The third, final component examines whether certain groups are bearing the brunt of the disclosure law’s application. Building on the pioneering work of crime scholars who have shown associations between victim characteristics and criminal justice outcomes, I show that men who have sex with men were collectively less likely to have been convicted under the disclosure law than men who have sex with women. Although critics have charged that the HIV disclosure law is motivated by anti-gay bias, it is heterosexual black men and poor white women who bear the brunt of its application. These findings suggest that Michigan’s HIV disclosure law is not evenly applied and may do more to exacerbate inequality rather than to promote justice.
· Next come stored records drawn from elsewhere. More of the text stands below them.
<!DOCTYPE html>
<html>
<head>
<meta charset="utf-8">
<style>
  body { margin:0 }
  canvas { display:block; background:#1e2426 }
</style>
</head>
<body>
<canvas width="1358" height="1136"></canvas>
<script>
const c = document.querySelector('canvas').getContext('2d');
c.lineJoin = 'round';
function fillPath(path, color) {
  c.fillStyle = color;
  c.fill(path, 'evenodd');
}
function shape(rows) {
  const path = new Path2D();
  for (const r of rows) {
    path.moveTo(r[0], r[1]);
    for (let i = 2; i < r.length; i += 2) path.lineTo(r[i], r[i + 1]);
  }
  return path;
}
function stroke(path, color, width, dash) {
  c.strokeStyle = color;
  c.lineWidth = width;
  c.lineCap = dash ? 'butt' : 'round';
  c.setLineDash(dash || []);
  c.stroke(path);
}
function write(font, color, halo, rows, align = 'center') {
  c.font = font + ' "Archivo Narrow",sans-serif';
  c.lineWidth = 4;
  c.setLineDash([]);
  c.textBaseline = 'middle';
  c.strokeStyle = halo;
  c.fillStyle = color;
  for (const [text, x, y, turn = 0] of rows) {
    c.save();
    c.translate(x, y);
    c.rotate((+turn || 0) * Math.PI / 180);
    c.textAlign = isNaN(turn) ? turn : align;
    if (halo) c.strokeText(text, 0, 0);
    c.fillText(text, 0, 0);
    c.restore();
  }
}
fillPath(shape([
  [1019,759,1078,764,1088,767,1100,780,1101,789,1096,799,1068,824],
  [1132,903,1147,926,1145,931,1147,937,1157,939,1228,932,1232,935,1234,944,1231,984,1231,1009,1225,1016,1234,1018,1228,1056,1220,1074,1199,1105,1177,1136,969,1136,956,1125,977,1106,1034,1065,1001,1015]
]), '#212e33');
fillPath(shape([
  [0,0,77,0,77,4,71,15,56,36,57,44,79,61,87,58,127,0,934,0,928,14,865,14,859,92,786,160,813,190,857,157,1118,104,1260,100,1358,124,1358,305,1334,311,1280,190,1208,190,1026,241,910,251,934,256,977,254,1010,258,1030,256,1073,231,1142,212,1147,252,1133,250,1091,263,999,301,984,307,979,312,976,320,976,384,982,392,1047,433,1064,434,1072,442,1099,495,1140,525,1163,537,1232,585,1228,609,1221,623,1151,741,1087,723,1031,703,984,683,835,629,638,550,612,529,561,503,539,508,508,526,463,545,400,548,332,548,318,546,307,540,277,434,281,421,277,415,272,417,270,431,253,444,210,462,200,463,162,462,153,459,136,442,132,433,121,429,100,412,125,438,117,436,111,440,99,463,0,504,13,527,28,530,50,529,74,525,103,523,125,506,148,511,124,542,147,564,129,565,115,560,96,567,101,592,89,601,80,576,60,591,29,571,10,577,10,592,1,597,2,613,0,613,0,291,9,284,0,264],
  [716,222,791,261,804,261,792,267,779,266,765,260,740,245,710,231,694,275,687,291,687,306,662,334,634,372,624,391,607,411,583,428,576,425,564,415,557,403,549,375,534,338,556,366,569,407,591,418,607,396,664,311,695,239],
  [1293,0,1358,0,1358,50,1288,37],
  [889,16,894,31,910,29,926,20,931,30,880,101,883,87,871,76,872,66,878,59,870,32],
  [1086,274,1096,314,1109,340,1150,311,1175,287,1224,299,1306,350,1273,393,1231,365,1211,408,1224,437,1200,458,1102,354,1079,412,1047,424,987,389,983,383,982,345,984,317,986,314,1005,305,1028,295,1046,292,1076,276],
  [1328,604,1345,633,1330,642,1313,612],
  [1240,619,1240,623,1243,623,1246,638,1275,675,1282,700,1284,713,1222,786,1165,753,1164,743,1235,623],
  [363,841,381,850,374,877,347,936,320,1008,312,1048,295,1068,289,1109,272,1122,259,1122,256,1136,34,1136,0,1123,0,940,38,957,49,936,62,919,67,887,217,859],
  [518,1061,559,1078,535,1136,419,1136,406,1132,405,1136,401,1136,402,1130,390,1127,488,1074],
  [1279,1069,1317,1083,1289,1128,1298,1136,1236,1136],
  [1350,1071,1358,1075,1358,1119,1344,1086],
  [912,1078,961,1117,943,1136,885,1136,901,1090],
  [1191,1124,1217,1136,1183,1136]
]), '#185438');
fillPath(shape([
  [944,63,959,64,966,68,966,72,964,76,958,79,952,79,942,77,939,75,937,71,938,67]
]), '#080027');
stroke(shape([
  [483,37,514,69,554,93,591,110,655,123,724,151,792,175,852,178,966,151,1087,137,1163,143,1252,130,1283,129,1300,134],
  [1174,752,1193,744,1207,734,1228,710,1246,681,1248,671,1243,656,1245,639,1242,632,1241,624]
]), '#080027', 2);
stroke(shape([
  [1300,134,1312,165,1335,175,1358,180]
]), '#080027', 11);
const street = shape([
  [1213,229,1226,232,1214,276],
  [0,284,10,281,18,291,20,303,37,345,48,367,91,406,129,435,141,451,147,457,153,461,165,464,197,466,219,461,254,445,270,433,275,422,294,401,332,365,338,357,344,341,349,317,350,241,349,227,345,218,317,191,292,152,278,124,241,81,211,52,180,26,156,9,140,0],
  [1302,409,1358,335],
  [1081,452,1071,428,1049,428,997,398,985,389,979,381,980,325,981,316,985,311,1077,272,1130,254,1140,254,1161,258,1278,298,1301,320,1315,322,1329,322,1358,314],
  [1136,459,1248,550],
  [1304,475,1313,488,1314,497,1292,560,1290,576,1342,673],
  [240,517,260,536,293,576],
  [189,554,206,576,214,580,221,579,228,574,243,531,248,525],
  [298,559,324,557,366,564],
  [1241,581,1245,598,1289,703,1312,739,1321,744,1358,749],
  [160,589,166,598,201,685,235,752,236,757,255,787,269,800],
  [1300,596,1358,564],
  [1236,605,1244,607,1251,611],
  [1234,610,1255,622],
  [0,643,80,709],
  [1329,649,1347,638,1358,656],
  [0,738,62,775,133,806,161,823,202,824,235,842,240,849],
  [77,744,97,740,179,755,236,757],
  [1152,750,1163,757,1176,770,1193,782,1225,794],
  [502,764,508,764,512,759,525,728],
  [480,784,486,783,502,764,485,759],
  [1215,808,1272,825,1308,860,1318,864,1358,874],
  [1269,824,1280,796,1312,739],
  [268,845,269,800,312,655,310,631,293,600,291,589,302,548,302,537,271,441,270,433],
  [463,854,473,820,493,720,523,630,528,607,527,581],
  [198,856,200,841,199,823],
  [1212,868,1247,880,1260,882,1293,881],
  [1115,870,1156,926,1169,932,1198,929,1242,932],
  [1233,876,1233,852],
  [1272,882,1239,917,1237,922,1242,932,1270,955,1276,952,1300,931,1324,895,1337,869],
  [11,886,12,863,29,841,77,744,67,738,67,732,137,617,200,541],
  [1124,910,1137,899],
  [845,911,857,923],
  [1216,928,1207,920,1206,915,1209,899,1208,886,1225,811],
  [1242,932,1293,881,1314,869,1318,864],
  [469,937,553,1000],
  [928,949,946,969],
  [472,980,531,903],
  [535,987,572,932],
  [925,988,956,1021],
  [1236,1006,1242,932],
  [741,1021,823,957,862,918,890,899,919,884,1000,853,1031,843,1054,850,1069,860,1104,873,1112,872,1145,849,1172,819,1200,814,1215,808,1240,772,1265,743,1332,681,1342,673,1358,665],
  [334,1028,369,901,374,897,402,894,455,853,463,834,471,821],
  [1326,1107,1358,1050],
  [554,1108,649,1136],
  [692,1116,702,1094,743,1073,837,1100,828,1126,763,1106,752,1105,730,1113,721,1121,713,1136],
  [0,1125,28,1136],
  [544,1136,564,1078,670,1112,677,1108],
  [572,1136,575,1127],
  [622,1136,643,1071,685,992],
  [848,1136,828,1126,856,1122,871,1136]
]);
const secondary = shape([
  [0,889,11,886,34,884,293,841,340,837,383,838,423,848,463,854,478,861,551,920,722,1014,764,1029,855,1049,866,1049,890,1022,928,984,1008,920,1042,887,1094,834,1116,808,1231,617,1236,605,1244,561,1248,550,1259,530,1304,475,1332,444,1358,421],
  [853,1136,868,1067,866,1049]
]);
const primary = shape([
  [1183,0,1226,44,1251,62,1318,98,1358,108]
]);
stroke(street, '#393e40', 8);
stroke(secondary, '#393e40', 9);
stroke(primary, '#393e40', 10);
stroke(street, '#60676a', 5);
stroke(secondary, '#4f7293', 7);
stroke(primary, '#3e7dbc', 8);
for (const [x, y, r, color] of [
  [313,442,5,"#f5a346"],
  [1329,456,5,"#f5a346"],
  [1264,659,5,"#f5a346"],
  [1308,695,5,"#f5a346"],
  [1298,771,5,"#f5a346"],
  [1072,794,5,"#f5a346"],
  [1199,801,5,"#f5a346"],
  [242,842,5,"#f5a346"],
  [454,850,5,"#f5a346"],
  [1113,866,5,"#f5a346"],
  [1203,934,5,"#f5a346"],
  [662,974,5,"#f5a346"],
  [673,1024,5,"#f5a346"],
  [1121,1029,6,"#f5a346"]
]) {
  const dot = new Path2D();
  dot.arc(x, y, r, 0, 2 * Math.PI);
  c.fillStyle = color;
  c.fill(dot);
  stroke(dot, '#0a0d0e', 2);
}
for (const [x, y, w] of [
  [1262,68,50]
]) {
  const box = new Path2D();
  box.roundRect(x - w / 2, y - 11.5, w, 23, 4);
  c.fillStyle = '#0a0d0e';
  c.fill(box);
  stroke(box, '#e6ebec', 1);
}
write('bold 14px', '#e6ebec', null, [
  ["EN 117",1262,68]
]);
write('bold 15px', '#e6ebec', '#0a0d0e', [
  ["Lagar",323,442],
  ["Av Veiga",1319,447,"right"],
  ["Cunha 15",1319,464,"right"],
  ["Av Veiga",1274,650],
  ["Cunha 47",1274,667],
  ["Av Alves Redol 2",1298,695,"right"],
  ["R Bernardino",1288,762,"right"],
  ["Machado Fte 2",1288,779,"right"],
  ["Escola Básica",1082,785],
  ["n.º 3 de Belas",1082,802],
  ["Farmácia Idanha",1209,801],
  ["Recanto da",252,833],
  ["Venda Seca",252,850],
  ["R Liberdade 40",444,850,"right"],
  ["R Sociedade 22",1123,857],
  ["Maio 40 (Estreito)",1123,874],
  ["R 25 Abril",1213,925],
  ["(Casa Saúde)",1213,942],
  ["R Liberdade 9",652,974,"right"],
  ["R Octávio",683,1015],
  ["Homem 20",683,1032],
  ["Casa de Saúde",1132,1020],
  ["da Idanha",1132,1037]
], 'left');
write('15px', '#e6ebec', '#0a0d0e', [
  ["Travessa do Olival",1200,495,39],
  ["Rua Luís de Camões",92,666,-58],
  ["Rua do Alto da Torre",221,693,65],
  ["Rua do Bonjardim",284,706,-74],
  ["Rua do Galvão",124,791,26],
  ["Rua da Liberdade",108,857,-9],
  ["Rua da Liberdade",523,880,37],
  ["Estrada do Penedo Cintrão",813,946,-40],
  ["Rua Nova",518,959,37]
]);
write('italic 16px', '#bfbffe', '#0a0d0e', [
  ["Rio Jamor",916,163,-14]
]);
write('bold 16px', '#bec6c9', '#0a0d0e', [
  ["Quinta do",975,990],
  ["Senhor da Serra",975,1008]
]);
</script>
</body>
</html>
This research is important and timely in terms of its scholarly impact as well as its potential implications for legal and political practice. Theoretically, this project contributes to our understanding of the social control of sickness. In coining the concept of medicalization, medical sociologists have evidenced how medical authorities come to claim jurisdiction over particular forms of deviance – a process referred to as the transformation from “badness to sickness.” Yet, we know little about how phenomena conventionally understood as medical come to be controlled by other institutions and forms of authority. By analyzing how the criminal law has come to control and punish disease, my project turns the medicalization thesis on its head and breaks new ground in understanding the social control of sickness.
Finally, with recent moves in several states to expand HIV disclosure and exposure statutes to include additional disease such as hepatitis, it is clearly urgent to understand not only how justice has been medicalized but also how particular health issues come to lend themselves to interdiction and punishment. By showing how HIV comes to be morally framed as a legal problem in Michigan, this project raises larger questions about justice and medicine that have implications beyond Michigan and beyond HIV.